E-scooter riders are instructed to park on sidewalks near curbs so they don’t block sidewalks, driveways or doors. Lime can use the data to fine or even ban users who continually violate the rules.
The company is also testing technology that can sense when a scooter is being improperly used on a sidewalk. However, Probst said there are some users who’ve said in surveys that they ride on sidewalks because they don’t feel safe riding in the streets.
Lime is also in the process of rolling out a new generation of scooters, said Probst. The new units have wider decks to stand on and bigger wheels to better cushion scooters from the bumps, potholes and cracks in the road.
It wasn’t a white-and-green-colored Lime e-scooter that was blocking cyclist Deborah Zvosec’s way on that day in August. She said it belonged to a different company. And it wasn’t the first time Zvosec had seen a scooter obstructing the bikeway. This time, Zvosec said she wanted to do something about it.
“I’ve had to pass scooters that are lying down across the trail before and I haven’t stopped to put them off the trail,” said Zvosec. “I should stop to get this scooter off the trail, or someone’s going to get hurt.”
Someone did get hurt.
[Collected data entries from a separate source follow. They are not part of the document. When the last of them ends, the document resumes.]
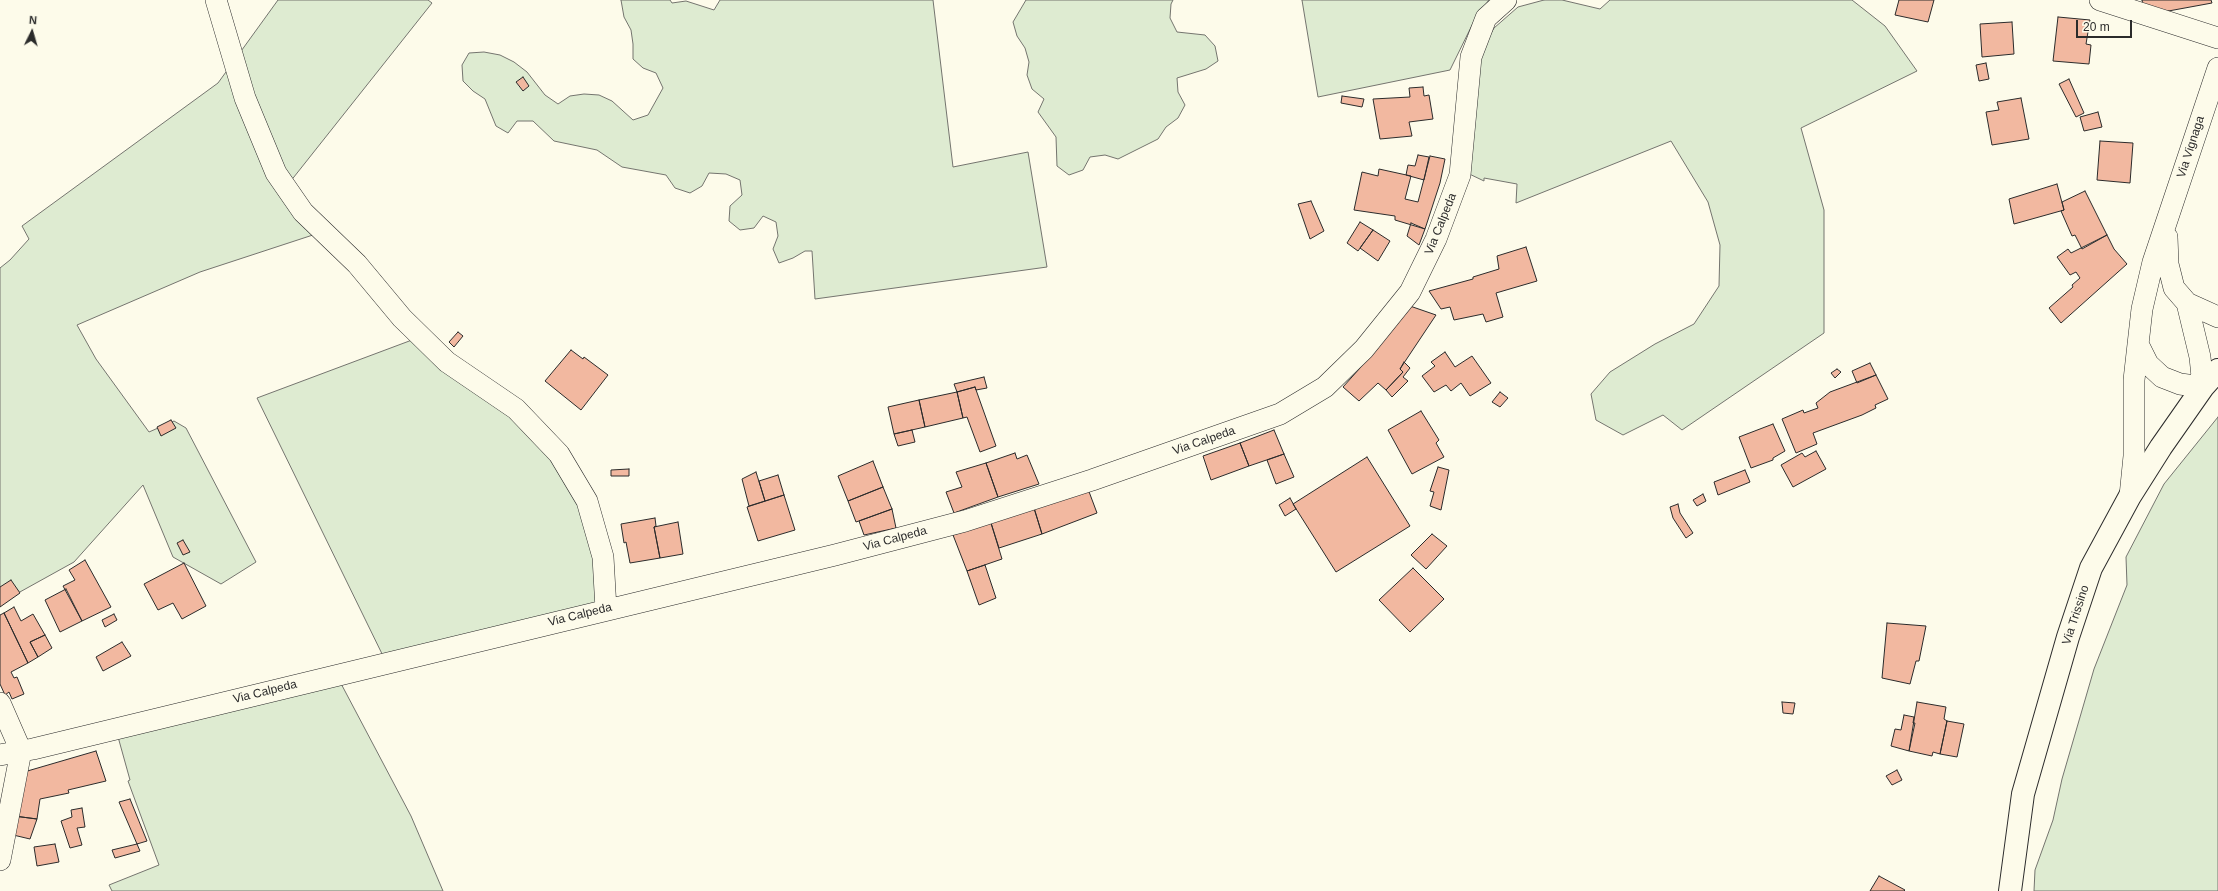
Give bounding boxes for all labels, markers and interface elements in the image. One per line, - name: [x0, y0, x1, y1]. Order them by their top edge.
- north arrow: [12, 12, 52, 52]
- scale bar: [2078, 12, 2134, 38]
- text: N: [29, 14, 38, 26]
- text: 20 m: [2083, 20, 2110, 34]
- street label: Via Vignaga: [2174, 114, 2208, 180]
- street label: Via Calpeda: [1422, 191, 1460, 257]
- street label: Via Calpeda: [1171, 424, 1237, 458]
- street label: Via Calpeda: [862, 524, 928, 554]
- street label: Via Trissino: [2060, 583, 2092, 647]
- street label: Via Calpeda: [547, 600, 613, 630]
- street label: Via Calpeda: [232, 677, 298, 707]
Tonie Pereira smacked into Zvosec as he rode up behind her and the two were thrown from their bikes.
Between May and early September this year, there have been more than 500,000 trips on e-scooters, according to Josh Johnson, advanced mobility manager for the Minneapolis Public Works Department. During that time period, the city has received 228 complaints that identify people either improperly parking or riding either Lime, Lyft or Spin e-scooters.
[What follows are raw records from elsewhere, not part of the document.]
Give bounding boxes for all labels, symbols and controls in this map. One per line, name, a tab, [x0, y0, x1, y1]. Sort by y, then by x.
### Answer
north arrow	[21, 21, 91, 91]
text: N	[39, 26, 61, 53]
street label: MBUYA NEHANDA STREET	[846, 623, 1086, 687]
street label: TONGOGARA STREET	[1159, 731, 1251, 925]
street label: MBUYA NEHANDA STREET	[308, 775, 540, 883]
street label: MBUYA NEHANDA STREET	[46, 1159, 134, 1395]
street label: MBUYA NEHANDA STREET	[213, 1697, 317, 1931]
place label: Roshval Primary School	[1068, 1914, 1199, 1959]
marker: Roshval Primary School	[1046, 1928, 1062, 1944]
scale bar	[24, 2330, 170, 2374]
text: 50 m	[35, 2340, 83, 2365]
Johnson said the complaints are forwarded to the companies.
The scooters were first rolled out late in 2018, but this is the first full year of the city’s experiment with motorized scooters as a non-car transportation option.
A city survey of riders who used scooters last year found that more than 40 percent chose the e-scooter for a trip instead of a car.
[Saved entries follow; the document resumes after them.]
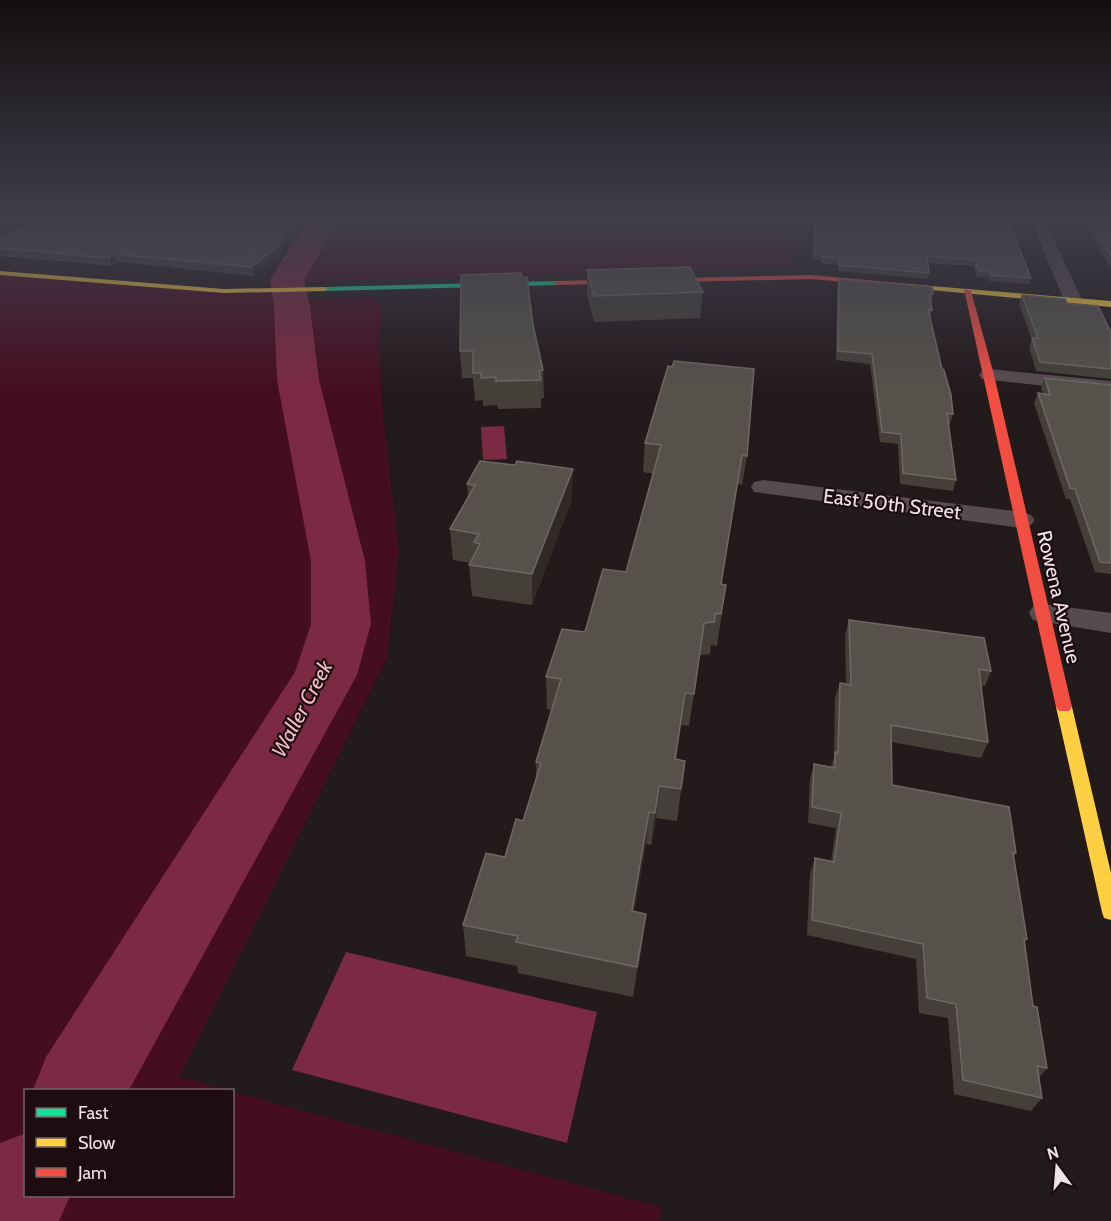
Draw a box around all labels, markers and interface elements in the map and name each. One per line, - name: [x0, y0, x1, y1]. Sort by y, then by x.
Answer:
- street label: East 50th Street: [822, 484, 962, 524]
- street label: Rowena Avenue: [1032, 528, 1086, 666]
- water label: Waller Creek: [266, 655, 338, 761]
- legend: [24, 1089, 234, 1197]
- text: Fast: [78, 1102, 109, 1124]
- text: Slow: [78, 1132, 115, 1154]
- north arrow: [1027, 1137, 1087, 1197]
- text: N: [1045, 1142, 1061, 1164]
- text: Jam: [77, 1162, 107, 1184]

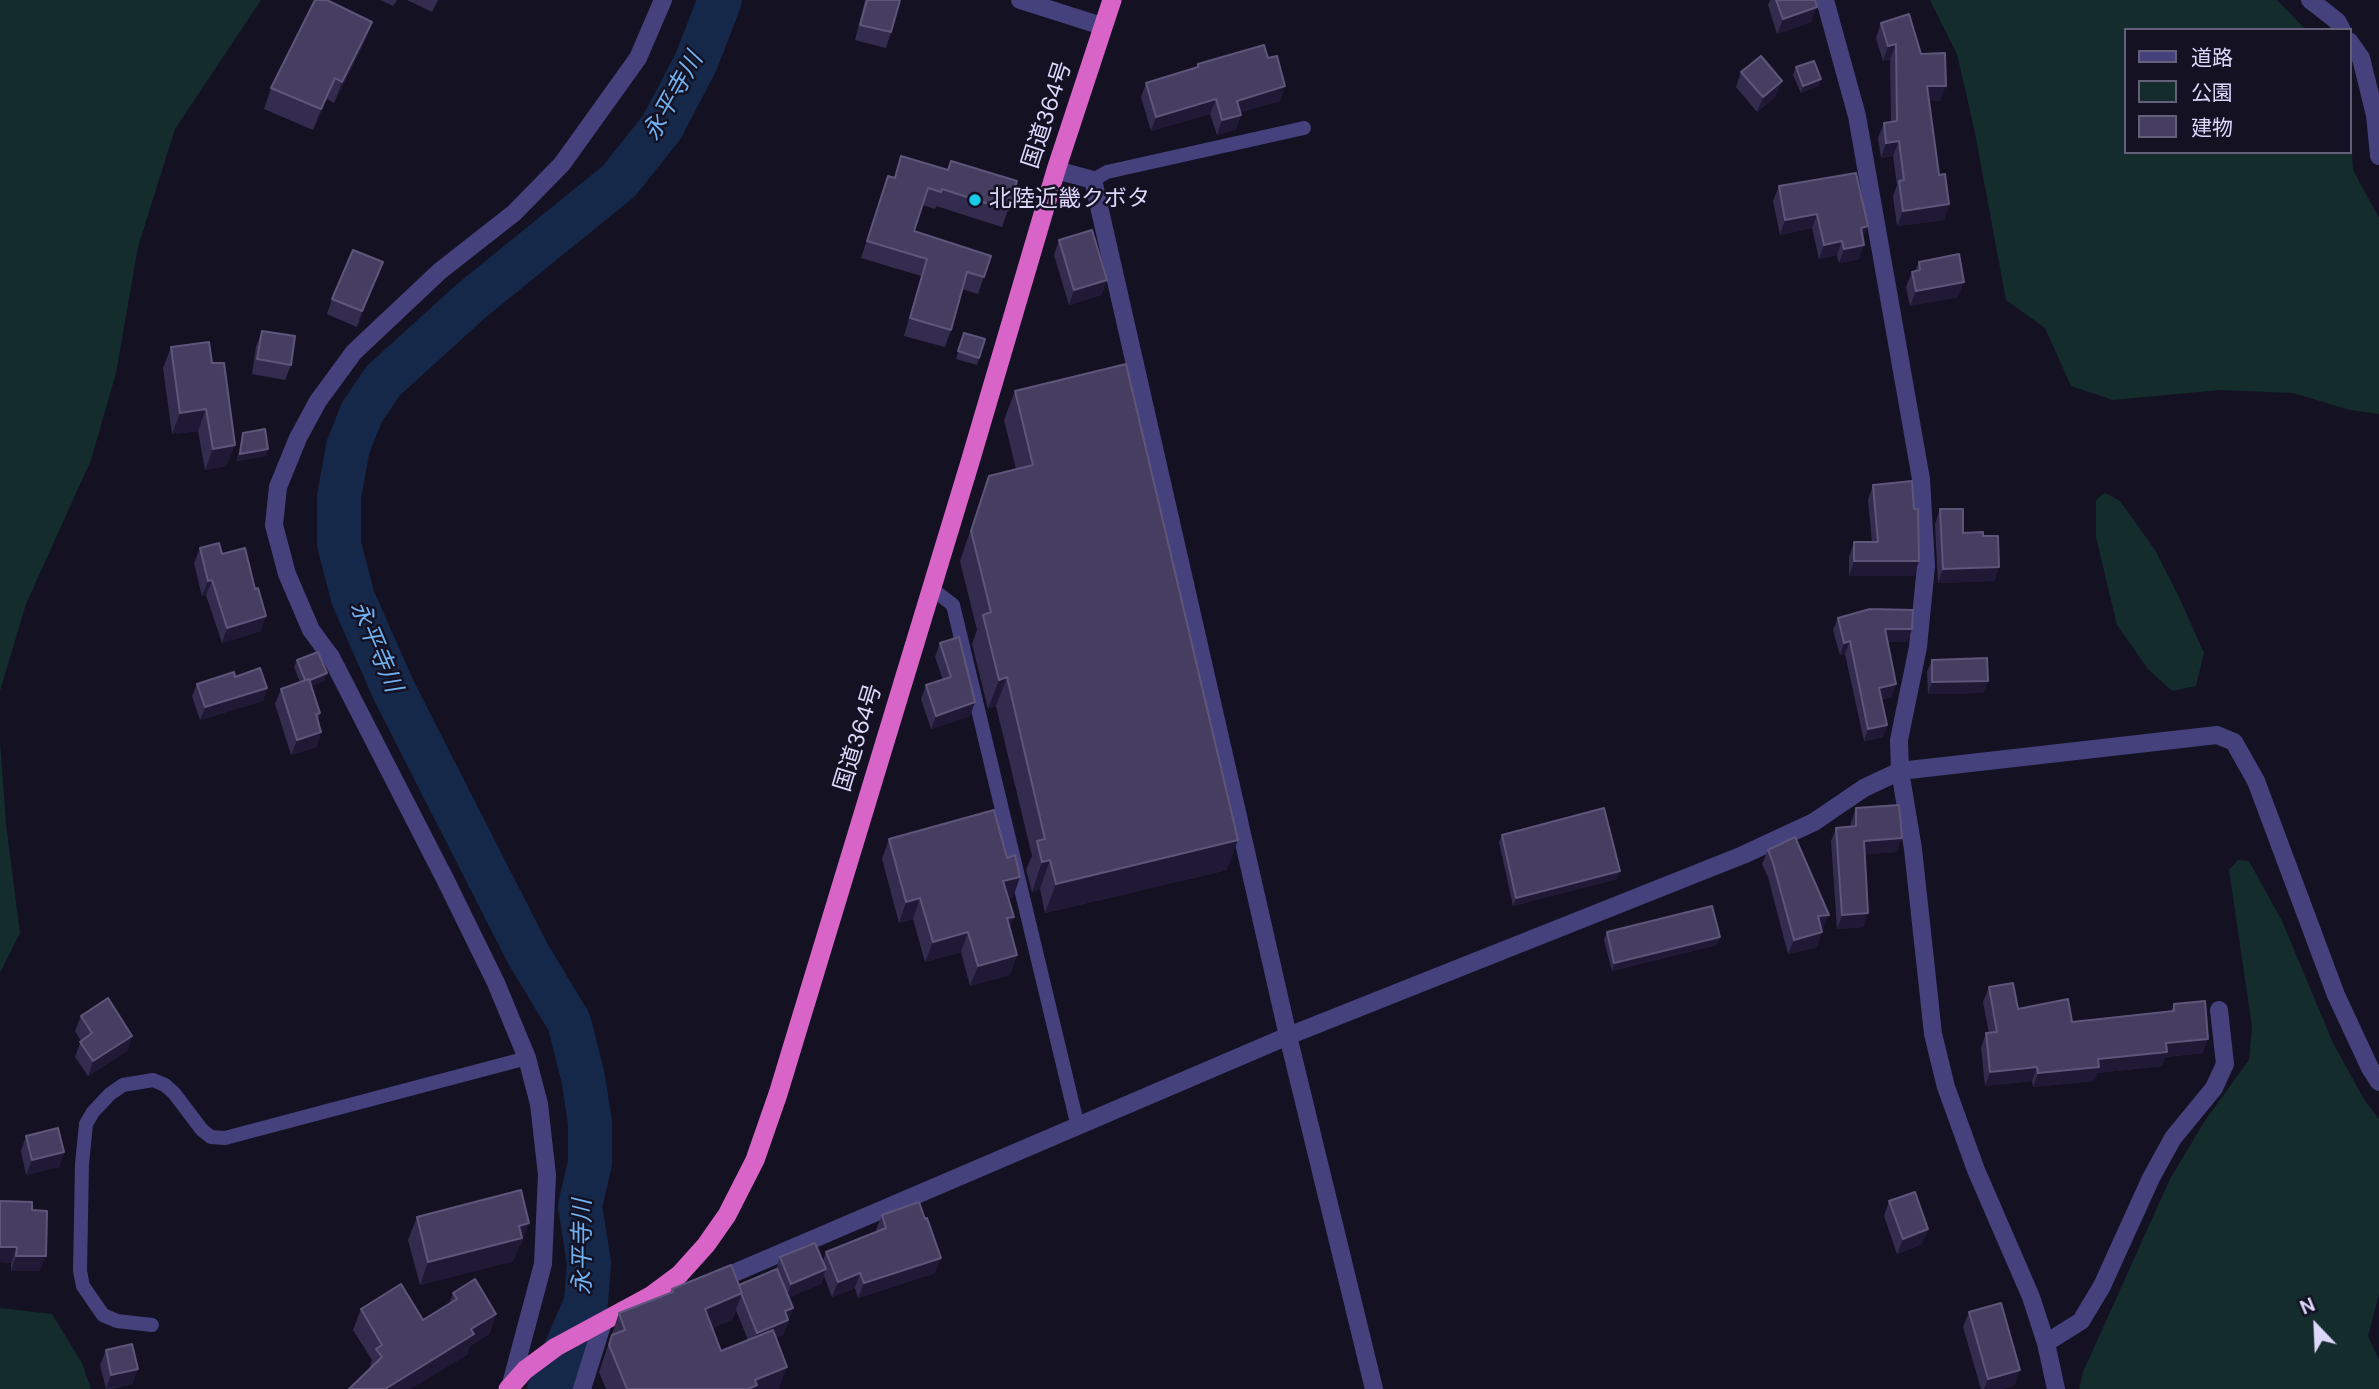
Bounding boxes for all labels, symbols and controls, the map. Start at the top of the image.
legend [2124,28,2351,154]
text: 道路 [2191,44,2233,72]
water label: 永平寺川 [638,48,710,146]
street label: 国道364号 [1018,58,1078,172]
text: 公園 [2191,79,2233,107]
text: 建物 [2191,114,2233,142]
place label: 北陸近畿クボタ [989,186,1150,214]
marker: 北陸近畿クボタ [967,192,983,208]
water label: 永平寺川 [343,597,407,697]
street label: 国道364号 [830,681,888,795]
water label: 永平寺川 [570,1199,598,1295]
north arrow [2281,1291,2351,1361]
text: N [2296,1292,2319,1320]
“In this time of climate crisis, being able to take action to reduce greenhouse gas emissions by having scooters available is certainly something that aligns with our goals,” said Johnson. “But at the same time, we are conscious of the concerns about safety.”
The only way to safely ride an e-scooter, said Hennepin Healthcare emergency room Dr. Stephen Smith, is with a helmet.
But better yet, he said, just don’t ride them.
“I just tell people, ‘they’re dangerous devices,’” he said, pointing out that the other doctors and residents he works with share his opinion. “That would be a total of about 100 doctors in our emergency department. We all think they’re dangerous devices.”
Quick facts about e-scooters: By the numbers
There are three companies are in Minneapolis: Lime, Lyft and Spin; Two of them — Lime and Spin — operate in St. Paul.
Lime also has a small fleet of about 50 scooters in Edina and more than 100 in Rochester.
Minneapolis has authorized up to 2,500 scooters; To find out where scooters are in Minneapolis, check out this map.
St. Paul initially authorized 1,000 and has granted a request by Lime to add 500 more.
Scooters can travel at 15 mph, some are capable of going a little quicker.
Range varies between 14 and 30 miles, depending on the type of scooter.
Minneapolis has fielded at least 228 complaints which can be based on improper use or parking of scooters.
Minnesota state law prohibits motorized scooters on sidewalks — “except when necessary to enter or leave adjacent property.” They are allowed in streets, in bike lanes and bike paths, but only one rider is allowed at a time.
Riders under 18 are required to wear a helmet. No person under age 12 can legally ride a motorized scooter.
According to Minnesota State Court Information office, there have been two citations written this year — through Sept. 5 — for violations of the law.
A CDC study of dockless, electric scooter accidents in Austin, Texas, found that nearly half of survey subjects suffered serious injuries, such as a broken leg.
A UCLA study published in JAMA found that 40 percent of patients suffered head injuries.